--- What you will do ---
What you return must be every line below that includes the word "down".
----- Task material
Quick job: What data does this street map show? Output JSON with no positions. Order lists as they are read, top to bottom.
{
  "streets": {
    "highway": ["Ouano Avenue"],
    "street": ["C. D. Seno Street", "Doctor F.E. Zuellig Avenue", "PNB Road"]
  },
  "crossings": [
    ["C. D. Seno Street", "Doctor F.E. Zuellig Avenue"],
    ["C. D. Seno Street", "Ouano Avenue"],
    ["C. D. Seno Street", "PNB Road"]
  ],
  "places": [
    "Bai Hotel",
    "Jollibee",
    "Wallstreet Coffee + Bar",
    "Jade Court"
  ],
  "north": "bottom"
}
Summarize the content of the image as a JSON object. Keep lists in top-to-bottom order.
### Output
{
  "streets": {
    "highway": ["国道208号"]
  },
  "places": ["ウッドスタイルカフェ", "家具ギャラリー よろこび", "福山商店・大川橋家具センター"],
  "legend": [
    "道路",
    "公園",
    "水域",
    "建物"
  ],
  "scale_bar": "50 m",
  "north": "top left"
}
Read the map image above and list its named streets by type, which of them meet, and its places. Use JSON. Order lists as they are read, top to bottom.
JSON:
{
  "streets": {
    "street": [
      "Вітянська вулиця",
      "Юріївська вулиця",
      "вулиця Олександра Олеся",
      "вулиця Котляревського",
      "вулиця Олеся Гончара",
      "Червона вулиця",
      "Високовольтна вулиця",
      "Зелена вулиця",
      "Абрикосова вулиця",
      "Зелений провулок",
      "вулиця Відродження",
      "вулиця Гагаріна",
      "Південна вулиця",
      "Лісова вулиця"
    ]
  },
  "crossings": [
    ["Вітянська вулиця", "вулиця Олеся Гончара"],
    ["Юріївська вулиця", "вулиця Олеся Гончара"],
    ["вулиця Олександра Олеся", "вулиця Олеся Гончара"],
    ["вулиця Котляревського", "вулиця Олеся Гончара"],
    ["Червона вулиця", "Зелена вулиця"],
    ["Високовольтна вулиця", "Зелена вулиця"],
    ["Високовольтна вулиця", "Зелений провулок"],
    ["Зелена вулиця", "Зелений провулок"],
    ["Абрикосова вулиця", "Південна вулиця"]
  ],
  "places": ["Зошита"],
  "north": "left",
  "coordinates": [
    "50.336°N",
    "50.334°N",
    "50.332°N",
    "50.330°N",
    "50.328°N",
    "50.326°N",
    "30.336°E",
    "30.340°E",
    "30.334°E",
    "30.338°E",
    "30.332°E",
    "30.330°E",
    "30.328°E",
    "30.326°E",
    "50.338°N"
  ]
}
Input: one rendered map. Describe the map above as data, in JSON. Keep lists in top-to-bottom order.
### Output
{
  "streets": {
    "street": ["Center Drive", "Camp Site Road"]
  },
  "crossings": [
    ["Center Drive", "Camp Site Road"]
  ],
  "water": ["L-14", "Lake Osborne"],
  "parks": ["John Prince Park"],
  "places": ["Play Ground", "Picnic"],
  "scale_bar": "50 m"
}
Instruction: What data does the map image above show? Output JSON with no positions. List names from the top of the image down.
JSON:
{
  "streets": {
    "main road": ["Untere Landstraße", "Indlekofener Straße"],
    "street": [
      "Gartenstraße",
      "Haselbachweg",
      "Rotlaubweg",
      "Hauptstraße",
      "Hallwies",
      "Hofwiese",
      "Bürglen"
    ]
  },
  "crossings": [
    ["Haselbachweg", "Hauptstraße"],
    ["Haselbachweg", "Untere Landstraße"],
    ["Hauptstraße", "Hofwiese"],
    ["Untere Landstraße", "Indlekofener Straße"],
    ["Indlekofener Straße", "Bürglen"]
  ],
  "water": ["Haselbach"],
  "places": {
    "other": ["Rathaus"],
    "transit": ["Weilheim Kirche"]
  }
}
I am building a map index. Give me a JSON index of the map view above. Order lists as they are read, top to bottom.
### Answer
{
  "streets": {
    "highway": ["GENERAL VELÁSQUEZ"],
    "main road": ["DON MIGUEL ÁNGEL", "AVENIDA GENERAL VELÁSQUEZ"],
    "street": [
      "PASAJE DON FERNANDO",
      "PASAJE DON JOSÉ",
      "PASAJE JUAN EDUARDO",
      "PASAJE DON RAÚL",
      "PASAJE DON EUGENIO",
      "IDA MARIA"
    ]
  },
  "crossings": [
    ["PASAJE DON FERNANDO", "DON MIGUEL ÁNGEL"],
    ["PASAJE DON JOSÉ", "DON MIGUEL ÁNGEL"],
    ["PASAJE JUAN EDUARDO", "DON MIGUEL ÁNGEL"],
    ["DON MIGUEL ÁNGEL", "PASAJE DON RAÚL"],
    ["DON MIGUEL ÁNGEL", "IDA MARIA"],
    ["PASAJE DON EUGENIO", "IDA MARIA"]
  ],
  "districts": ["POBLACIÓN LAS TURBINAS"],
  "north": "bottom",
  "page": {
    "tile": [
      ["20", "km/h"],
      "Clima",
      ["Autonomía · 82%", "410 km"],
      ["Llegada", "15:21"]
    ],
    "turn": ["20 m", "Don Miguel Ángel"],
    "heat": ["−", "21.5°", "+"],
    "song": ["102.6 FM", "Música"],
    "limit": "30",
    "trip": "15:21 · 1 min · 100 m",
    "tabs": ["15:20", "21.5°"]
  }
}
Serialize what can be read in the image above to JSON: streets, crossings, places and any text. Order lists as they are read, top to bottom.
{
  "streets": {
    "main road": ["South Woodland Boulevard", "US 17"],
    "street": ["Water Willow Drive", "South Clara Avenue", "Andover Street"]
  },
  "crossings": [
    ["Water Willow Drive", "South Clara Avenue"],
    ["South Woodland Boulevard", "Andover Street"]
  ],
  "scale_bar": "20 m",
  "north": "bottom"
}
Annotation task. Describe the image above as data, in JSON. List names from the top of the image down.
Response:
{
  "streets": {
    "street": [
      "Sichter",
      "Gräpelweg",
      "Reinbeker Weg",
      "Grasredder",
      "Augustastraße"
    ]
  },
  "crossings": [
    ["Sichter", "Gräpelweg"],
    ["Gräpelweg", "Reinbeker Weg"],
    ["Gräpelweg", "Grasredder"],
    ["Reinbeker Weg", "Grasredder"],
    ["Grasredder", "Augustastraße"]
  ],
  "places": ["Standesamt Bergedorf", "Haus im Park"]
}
----------
--- Reply ---
Instruction: What data does the map image above show? Output JSON with no positions. List names from the top of the image down.
Annotation task. Describe the image above as data, in JSON. List names from the top of the image down.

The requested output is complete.